En modifiant l’Art. 43 de la Loi fédérale sur les assurances sociales (LPGA), le législateur vise non seulement les bénéficiaires de l’assurance-accident et de l’assurance-invalidité, mais aussi les assurés de l’assurance chômage, de l’assurance-maladie, de l’assurance militaire, des prestations complémentaires, du régime des allocations pour perte de gain (APG) et de l’AVS. Il est à craindre que la chasse aux abus orchestrée par la droite conservatrice et réactionnaire et les assureurs ne tolérera aucune limite. Ainsi, les assureurs n’auront pas besoin d’obtenir l’accord d’un juge pour ordonner une surveillance (sauf pour l’usage de la géolocalisation). Selon le texte, les assurances peuvent également débuter une surveillance d’un assuré si elles disposent d’indices probant laissant penser que l’assuré fraude ou essaie de frauder. Un membre de direction d’une assurance peut décider seul de la surveillance et évaluer lui-même des indices étayant un soupçon de fraude. Aucun contrôle n’est prévu au moment où la surveillance démarre. Le texte prévoit que celle-ci peut durer au maximum pendant trente jours sur une période de six mois dès le premier jour d’observation. Cependant, tant que l’assurance n’a pas été informée qu’une surveillance a démarré, le décompte de 30 jours n’a pas commencé. Le détective privé – qui exerce une profession non soumise à réglementation (contrairement à celle des fonctionnaires de police) – n’a pas besoin d’informer l’assurance s’il ne trouve pas de preuve. Il peut mener ses recherches, en toute quiétude, aussi longtemps qu’il le souhaite, jusqu’à ce qu’il en trouve une. D’autre part, l’assuré est le seul à pouvoir s’opposer à sa surveillance secrète devant le Tribunal. S’il n’est pas informé qu’il fait l’objet d’une surveillance abusive, il est dans l’incapacité de poursuivre l’assurance qui s’abandonne sans justification à une surveillance secrète.

Perte de contrôle démocratique

Aux Chambres, la gauche a tenté de modifier le nouveau projet de loi afin que les personnes suspectes puissent seulement être surveillés dans des lieux publics. Or, la loi permettra maintenant leur surveillance dans des lieux « qui sont visibles depuis un lieu librement accessible », y compris les jardins privés, les balcons et les appartements. Cette disposition pose un évident problème, largement débattu pendant la campagne, en termes de respect de la sphère privée des citoyens.

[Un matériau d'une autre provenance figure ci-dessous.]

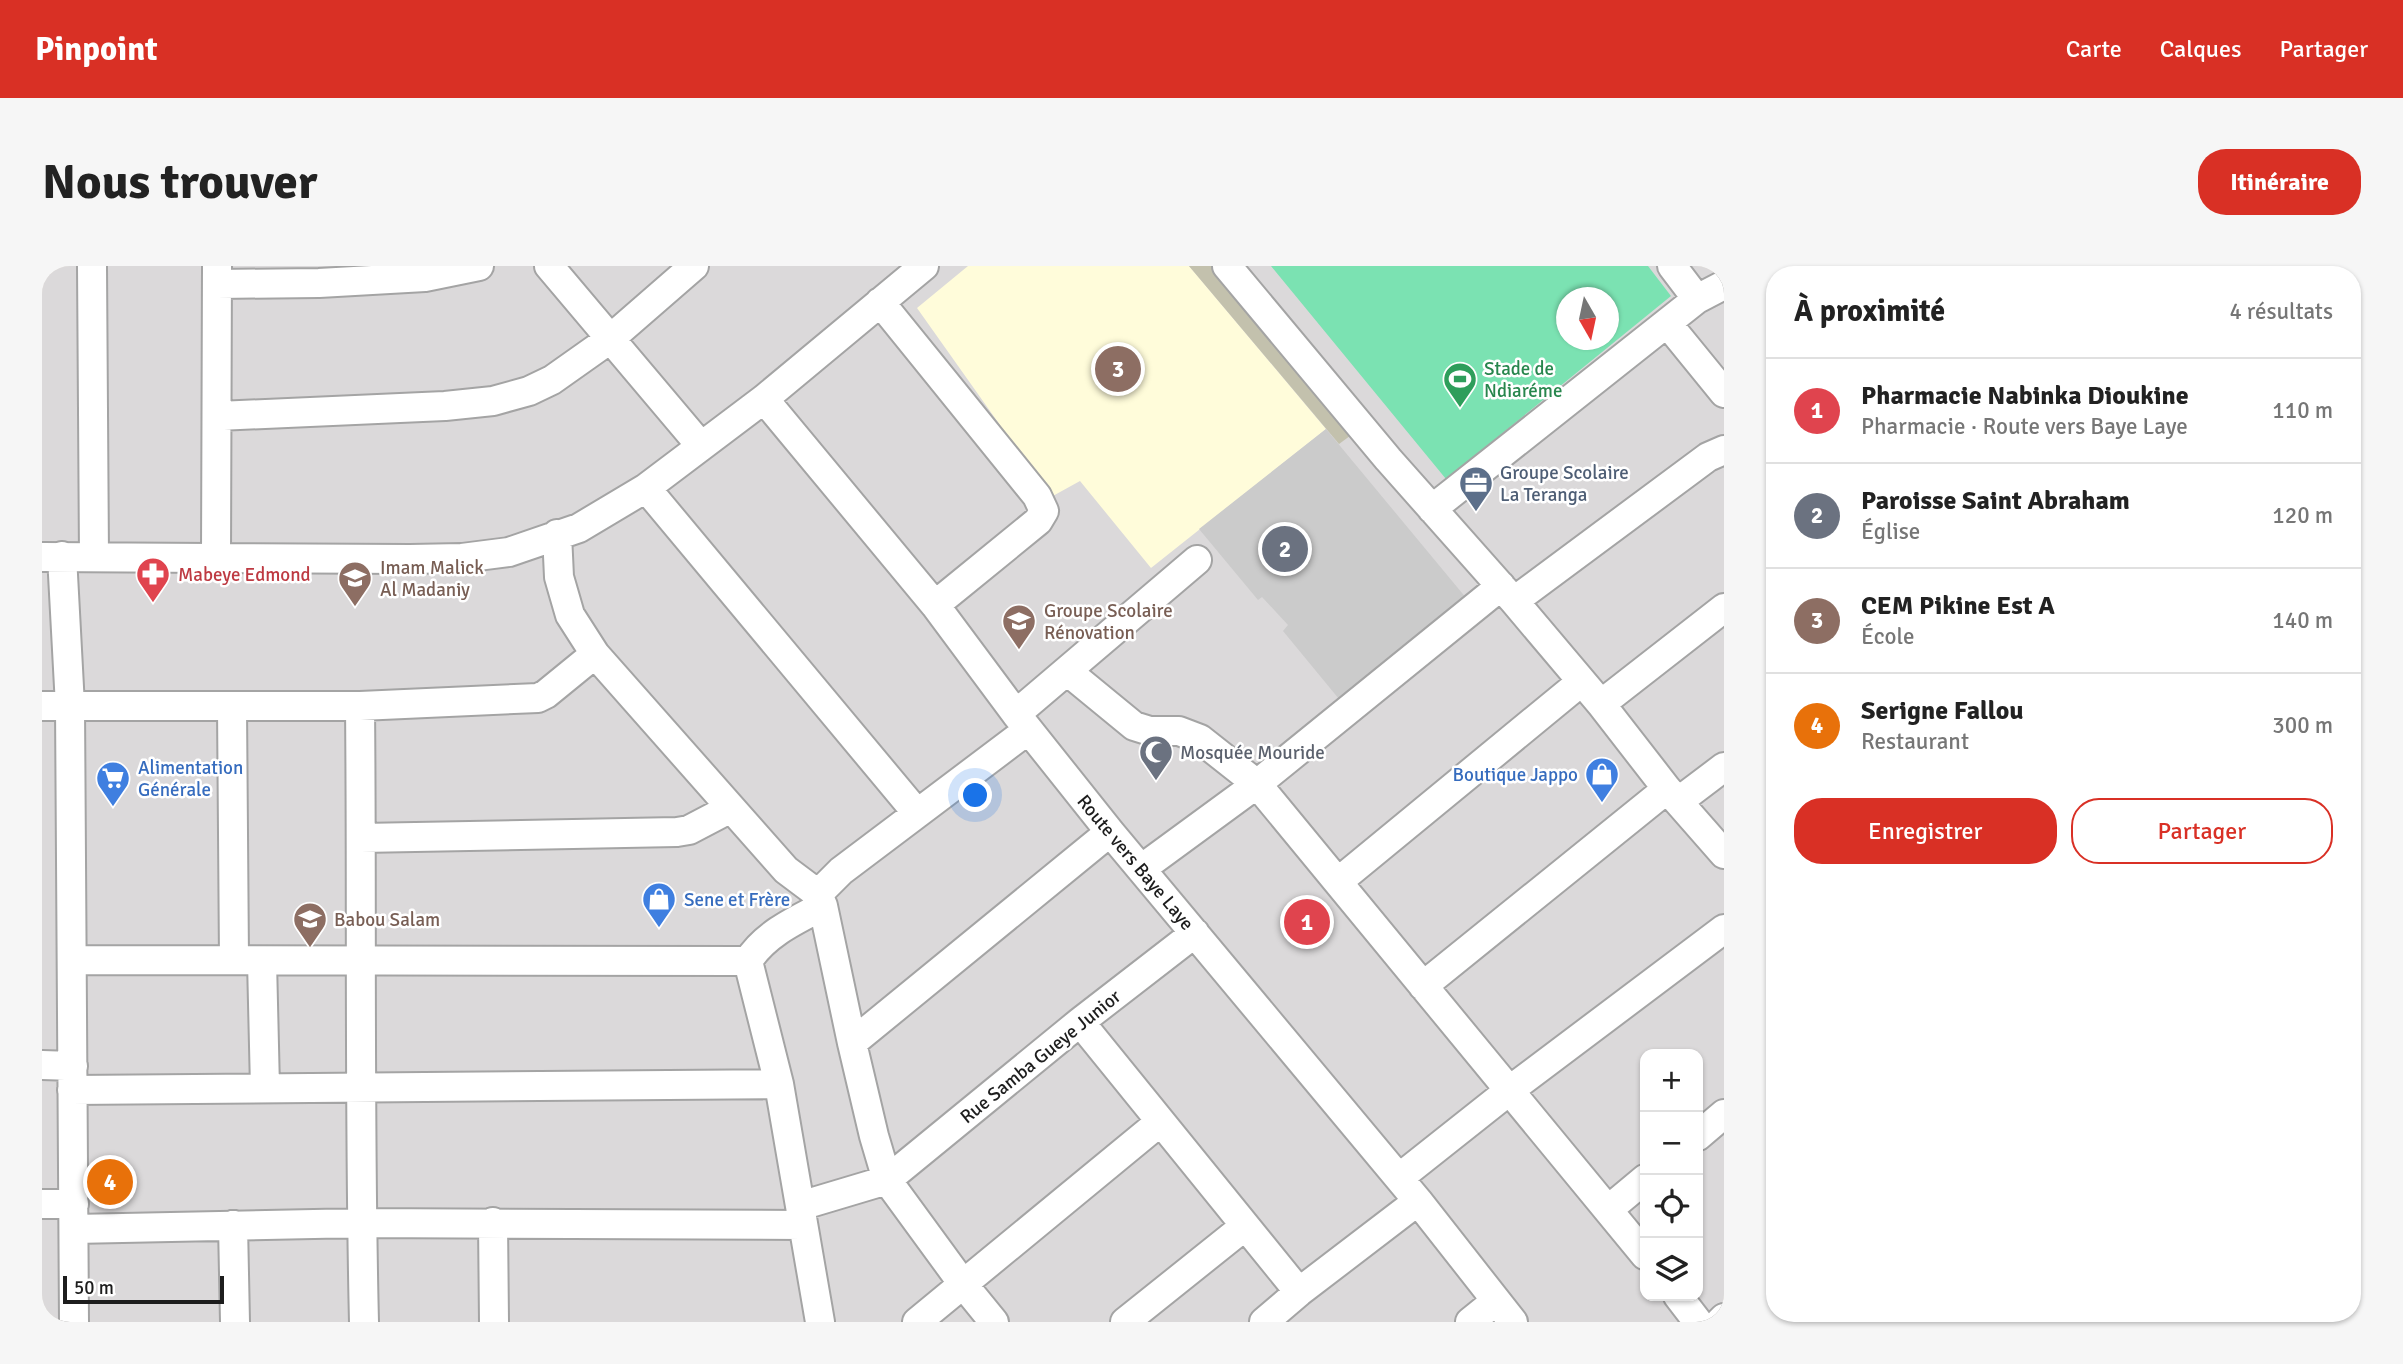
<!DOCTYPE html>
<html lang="fr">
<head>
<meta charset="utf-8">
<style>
  :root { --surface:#fff; --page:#f6f6f6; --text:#222; --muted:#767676; --line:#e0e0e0; --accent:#d93025 }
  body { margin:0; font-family:Signika,sans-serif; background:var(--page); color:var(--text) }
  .controls { position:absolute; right:21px; bottom:21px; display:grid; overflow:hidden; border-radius:14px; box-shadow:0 2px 5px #0004 }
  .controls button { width:63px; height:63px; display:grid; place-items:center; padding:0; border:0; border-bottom:2px solid var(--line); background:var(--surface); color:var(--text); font:35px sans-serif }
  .compass { position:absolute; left:1514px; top:21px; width:63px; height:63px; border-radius:50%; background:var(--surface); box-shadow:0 2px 5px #0004; rotate:171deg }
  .scale { position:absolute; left:21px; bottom:18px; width:161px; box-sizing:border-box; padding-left:7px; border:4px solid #1d1d1d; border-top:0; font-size:19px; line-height:24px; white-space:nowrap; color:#1d1d1d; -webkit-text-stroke:5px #fff; paint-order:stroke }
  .you { position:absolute; left:934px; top:530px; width:24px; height:24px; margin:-18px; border:5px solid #fff; border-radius:50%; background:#1a73e8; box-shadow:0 0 0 10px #1a73e833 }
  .badge { display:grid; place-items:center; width:46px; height:46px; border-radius:50%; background:var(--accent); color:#fff; font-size:23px; font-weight:700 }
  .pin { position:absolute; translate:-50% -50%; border:4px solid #fff; box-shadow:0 2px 7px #0006 }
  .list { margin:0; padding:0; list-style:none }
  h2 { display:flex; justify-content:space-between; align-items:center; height:91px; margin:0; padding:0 28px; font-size:30px }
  h2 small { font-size:23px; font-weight:400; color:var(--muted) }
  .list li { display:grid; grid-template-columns:46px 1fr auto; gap:21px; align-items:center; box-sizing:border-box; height:105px; padding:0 28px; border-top:2px solid var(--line) }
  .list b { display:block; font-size:26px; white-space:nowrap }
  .list p { margin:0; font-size:23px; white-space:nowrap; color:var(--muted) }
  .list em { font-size:23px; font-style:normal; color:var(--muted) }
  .actions { display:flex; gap:14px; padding:21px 28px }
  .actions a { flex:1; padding:16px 0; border:2px solid var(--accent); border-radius:28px; text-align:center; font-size:24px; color:var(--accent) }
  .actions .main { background:var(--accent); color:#fff }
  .icon { flex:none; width:38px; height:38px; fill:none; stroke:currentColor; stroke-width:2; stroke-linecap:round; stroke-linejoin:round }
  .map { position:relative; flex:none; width:1682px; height:1056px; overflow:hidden; border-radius:28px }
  header { display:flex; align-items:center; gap:42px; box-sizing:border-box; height:98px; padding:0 35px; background:var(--accent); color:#fff }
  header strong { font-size:33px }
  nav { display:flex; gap:38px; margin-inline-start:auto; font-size:24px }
  .intro { display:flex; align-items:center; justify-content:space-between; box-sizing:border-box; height:168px; padding:0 42px }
  h1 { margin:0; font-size:49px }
  .button { padding:18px 32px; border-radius:28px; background:var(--accent); color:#fff; font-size:24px; font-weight:700 }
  main { display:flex; gap:42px; padding:0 42px }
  aside { flex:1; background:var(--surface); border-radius:28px; box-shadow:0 2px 5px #0004 }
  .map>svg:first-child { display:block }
  .residential { fill:#dbd9da; fill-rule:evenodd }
  .education { fill:#fffcda }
  .religious { fill:#cbcbcb }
  .construction { fill:#c3c1ad }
  .pitch { fill:#7be2b2; fill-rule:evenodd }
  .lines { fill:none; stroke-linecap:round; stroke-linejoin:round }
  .minor-casing { stroke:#a4a4a4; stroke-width:32 }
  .minor { stroke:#fff; stroke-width:28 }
  .labels { text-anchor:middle; stroke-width:5; stroke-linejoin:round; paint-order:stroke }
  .leisure-label { font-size:19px; fill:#27864d; stroke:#fff; text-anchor:start }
  .service-label { font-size:19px; fill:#4e5e75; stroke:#fff; text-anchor:start }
  .education-label { font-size:19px; fill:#785e54; stroke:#fff; text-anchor:start }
  .health-label { font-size:19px; fill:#be3a42; stroke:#fff; text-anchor:start }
  .worship-label { font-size:19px; fill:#5b616d; stroke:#fff; text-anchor:start }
  .shop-label { font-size:19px; fill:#366cbe; stroke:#fff; text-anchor:start }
  .street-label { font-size:19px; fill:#1d1d1d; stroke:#fff }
</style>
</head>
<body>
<header>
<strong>Pinpoint</strong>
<nav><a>Carte</a><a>Calques</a><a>Partager</a></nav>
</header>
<div class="intro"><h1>Nous trouver</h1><a class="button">Itinéraire</a></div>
<main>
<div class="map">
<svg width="1682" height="1056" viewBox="0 0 1682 1056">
  <rect width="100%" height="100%" fill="#eee9e2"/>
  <path class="residential" d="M 0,0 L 1682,0 L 1682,1056 L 0,1056 ZM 1524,32 L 1566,32 L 1566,74 L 1524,74 ZM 1603,788 L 1656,788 L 1656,1030 L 1603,1030 Z"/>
  <path class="education" d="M 926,0 L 1147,0 L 1284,163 L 1109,302 L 1038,215 L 1009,231 L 875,42 Z"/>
  <path class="religious" d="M 1284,163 L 1425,333 L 1297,433 L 1241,365 L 1246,359 L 1220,331 L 1216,334 L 1157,263 Z"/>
  <path class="construction" d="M 1147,0 L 1172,0 L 1312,167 L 1297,178 Z"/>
  <path class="pitch" d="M 1229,0 L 1606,0 L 1629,30 L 1404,213 ZM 1524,32 L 1566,32 L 1566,74 L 1524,74 Z"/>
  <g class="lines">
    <g class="minor-casing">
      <path id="minor" d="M 50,0 L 52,291
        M 507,0 L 659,180
        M 1185,0 L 1346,193 L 1472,335 L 1559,438 L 1625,523 L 1682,588
        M 1630,0 L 1655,33
        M 175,18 L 277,17 L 383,11 L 437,0
        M 838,36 L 995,230 L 1002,245 L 996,255 L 893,339
        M 1625,57 L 1682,127
        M 722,133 L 893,339 L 974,448 L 1068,566 L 1376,935 L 1471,1056
        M 176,150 L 403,140 L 451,135 L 487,125 L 510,114 L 568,73 L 652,0
        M 604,222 L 875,547
        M 1390,243 L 1655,33 L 1682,19
        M 515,268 L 517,311 L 528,349 L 553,388 L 744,604 L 776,628 L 781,640 L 810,777 L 832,870 L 845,914 L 921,1018 L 952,1056
        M 20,290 L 28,440 L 32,1056
        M 174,290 L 175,0
        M 0,291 L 368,293 L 420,292 L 467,286 L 537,262 L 604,222 L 722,133 L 882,0
        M 1472,335 L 1666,191 L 1682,184
        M 1025,405 L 1092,460 L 1108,465 L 1137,465 L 1158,473 L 1215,518 L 1603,989
        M 1559,438 L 1682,342
        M 0,440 L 318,440 L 496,432 L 504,428 L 553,388
        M 318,440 C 320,645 317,851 322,1056
        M 190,441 L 192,694
        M 974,448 L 1155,294
        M 1637,535 L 1682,501
        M 319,572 L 635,566 L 647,564 L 689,542
        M 1099,603 L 1215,518 L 1459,320
        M 1297,615 L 1539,416
        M 776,628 L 799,605 L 986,464
        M 31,694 L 706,695
        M 220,695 L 223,822
        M 1381,720 L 1625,523
        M 1038,756 L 1257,1026
        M 810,777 L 1068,566
        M 0,799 L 31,800
        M 30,824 L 737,818
        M 1656,870 L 1682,848
        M 1357,912 L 1468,824 L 1682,663
        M 0,938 L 32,938
        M 758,940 L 845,914 L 1038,756 L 1153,667
        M 1567,943 L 1603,913
        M 451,956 L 452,1056
        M 191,959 L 193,1056
        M 32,963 L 320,957 L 761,959
        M 1636,1030 L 1656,1056
        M 778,1056 L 737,818 L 706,695 C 723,668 754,654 781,640
        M 875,1056 L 1118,856
        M 1083,1056 L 1203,960
        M 1222,1056 L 1257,1026 L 1376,935
        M 1428,1056 L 1454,1035
        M 1678,1056 L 1682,1052"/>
    </g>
    <use href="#minor" class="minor"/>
  </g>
  <defs>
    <g id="stadium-pin" transform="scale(1.75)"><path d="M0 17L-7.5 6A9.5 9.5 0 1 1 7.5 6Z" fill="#2e9e5b" stroke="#fff"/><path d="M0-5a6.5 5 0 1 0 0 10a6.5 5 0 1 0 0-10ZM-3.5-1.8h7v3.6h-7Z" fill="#fff"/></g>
    <g id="office-pin" transform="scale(1.75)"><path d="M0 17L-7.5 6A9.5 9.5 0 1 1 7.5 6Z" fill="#5c6f8a" stroke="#fff"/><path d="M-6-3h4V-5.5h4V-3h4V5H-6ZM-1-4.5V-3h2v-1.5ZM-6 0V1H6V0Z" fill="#fff"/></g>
    <g id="pharmacy-pin" transform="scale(1.75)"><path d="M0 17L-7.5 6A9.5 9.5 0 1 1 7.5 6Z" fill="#e0444e" stroke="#fff"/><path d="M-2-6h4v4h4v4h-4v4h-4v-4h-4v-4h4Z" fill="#fff"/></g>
    <g id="school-pin" transform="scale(1.75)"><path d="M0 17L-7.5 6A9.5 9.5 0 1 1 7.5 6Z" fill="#8d6e63" stroke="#fff"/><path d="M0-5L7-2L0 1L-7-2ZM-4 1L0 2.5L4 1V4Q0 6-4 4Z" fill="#fff"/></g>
    <g id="mosque-pin" transform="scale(1.75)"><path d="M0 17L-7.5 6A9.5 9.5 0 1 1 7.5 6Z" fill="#6b7280" stroke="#fff"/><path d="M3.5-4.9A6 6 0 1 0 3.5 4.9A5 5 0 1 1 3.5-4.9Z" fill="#fff"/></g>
    <g id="shop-pin" transform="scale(1.75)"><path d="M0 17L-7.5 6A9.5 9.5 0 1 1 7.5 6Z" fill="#3f7fe0" stroke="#fff"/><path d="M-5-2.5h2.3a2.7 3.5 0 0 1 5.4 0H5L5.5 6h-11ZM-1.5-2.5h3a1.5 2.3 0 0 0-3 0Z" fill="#fff"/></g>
    <g id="supermarket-pin" transform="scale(1.75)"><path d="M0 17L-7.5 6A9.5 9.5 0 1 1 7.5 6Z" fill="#3f7fe0" stroke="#fff"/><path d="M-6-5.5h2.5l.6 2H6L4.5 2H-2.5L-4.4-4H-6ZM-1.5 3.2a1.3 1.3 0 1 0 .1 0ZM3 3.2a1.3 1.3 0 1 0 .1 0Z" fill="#fff"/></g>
  </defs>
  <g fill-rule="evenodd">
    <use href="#stadium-pin" x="1418" y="113"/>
    <use href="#office-pin" x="1434" y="217"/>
    <use href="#pharmacy-pin" x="111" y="308"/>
    <use href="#school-pin" x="313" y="312"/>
    <use href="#school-pin" x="977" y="355"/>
    <use href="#mosque-pin" x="1114" y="486"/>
    <use href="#shop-pin" x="1560" y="508"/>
    <use href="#supermarket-pin" x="71" y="512"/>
    <use href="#shop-pin" x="617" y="633"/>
    <use href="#school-pin" x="268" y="653"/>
  </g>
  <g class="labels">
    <g class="leisure-label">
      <text x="1442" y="109">Stade de<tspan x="1442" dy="22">Ndiaréme</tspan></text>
    </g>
    <g class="service-label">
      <text x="1458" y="213">Groupe Scolaire<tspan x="1458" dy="22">La Teranga</tspan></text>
    </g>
    <g class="education-label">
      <text x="338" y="308">Imam Malick<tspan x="338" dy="22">Al Madaniy</tspan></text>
      <text x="1002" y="351">Groupe Scolaire<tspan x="1002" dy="22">Rénovation</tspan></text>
      <text x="292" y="660">Babou Salam</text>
    </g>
    <g class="health-label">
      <text x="136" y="315">Mabeye Edmond</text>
    </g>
    <g class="worship-label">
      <text x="1138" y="493">Mosquée Mouride</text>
    </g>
    <g class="shop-label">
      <text x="96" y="508">Alimentation<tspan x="96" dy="22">Générale</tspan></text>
      <text x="1536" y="515" text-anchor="end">Boutique Jappo</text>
      <text x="642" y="640">Sene et Frère</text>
    </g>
    <g class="street-label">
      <text transform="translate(1094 596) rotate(50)" y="7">Route vers Baye Laye</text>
      <text transform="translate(998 790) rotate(-39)" y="7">Rue Samba Gueye Junior</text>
    </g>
  </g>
</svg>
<div class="controls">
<button>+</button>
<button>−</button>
<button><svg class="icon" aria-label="locate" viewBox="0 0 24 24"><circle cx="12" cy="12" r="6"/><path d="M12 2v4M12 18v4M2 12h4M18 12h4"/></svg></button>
<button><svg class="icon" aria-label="layers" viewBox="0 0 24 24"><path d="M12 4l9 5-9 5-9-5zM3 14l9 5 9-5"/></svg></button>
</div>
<svg class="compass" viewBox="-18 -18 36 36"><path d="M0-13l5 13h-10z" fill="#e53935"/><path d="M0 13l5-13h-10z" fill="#767676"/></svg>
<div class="scale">50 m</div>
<div class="you"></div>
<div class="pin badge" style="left:1265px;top:656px;background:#e0444e">1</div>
<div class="pin badge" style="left:1243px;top:283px;background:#6b7280">2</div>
<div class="pin badge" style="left:1076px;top:103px;background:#8d6e63">3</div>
<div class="pin badge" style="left:68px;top:916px;background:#e8710a">4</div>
</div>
<aside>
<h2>À proximité<small>4 résultats</small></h2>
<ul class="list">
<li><span class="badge" style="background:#e0444e">1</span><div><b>Pharmacie Nabinka Dioukine</b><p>Pharmacie · Route vers Baye Laye</p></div><em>110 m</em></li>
<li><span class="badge" style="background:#6b7280">2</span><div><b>Paroisse Saint Abraham</b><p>Église</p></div><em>120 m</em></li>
<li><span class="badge" style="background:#8d6e63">3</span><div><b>CEM Pikine Est A</b><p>École</p></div><em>140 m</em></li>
<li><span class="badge" style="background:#e8710a">4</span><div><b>Serigne Fallou</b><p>Restaurant</p></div><em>300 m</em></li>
</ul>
<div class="actions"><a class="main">Enregistrer</a><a>Partager</a></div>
</aside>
</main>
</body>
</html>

Les fraudes à l’assurance doivent être combattues parce qu’elles minent la confiance dans le système de sécurité sociale et la solidarité entre bénéficiaires des assurances. C’est pourquoi notamment, le code pénal possède déjà une disposition régissant la fraude à l’assurance sociale (art. 148a CP). Toutefois, et c’est là où réside le problème majeur, la nouvelle base légale octroie une prérogative d’ordre étatique et normalement assurée par la police, à savoir la surveillance de personnes privées, à des entreprises privées, par exemple des caisses maladie. La surveillance secrète réalisée par la police fait l’objet d’un contrôle judiciaire et démocratique. Les observations de la police sont encadrées par un procureur. Certains actes de surveillance doivent en outre être approuvés par le tribunal des mesures de contrainte. De plus, les magistrats du pouvoir judiciaire sont soumis à réélection. Dès lors, les actes de surveillance qu’ils ordonnent sont indirectement contrôlés par le peuple qui exerce ainsi sa souveraineté. A l’opposé, la population ne dispose pas de moyen de contrôler les entreprises lorsque celles-ci se comportent de façon répréhensible. Accorder à des entreprises privées des tâches de surveillance des bénéficiaires des assurances sociales entraîne un sérieux risque pour la démocratie. Celui-ci est d’autant plus élevé que le nombre de caisse-maladies n’a cessé de diminuer ces cinquante dernières années, leur permettant d’évoluer sur un marché (quasi) oligopolistique. Comme dans le cas de l’initiative de l’UDC dite d’autodétermination, pour protéger nos libertés, notre Etat de droit et notre démocratie, votons non le 25 novembre à la loi sur la surveillance des assurés !

Emmanuel Deonna

L’auteur est chercheur en sciences sociales et journaliste indépendant, Conseiller Municipal, Ville de Genève & Député suppléant, Grand Conseil genevois, Président de la Commission Migration, intégration et Genève internationale, Parti socialiste genevois.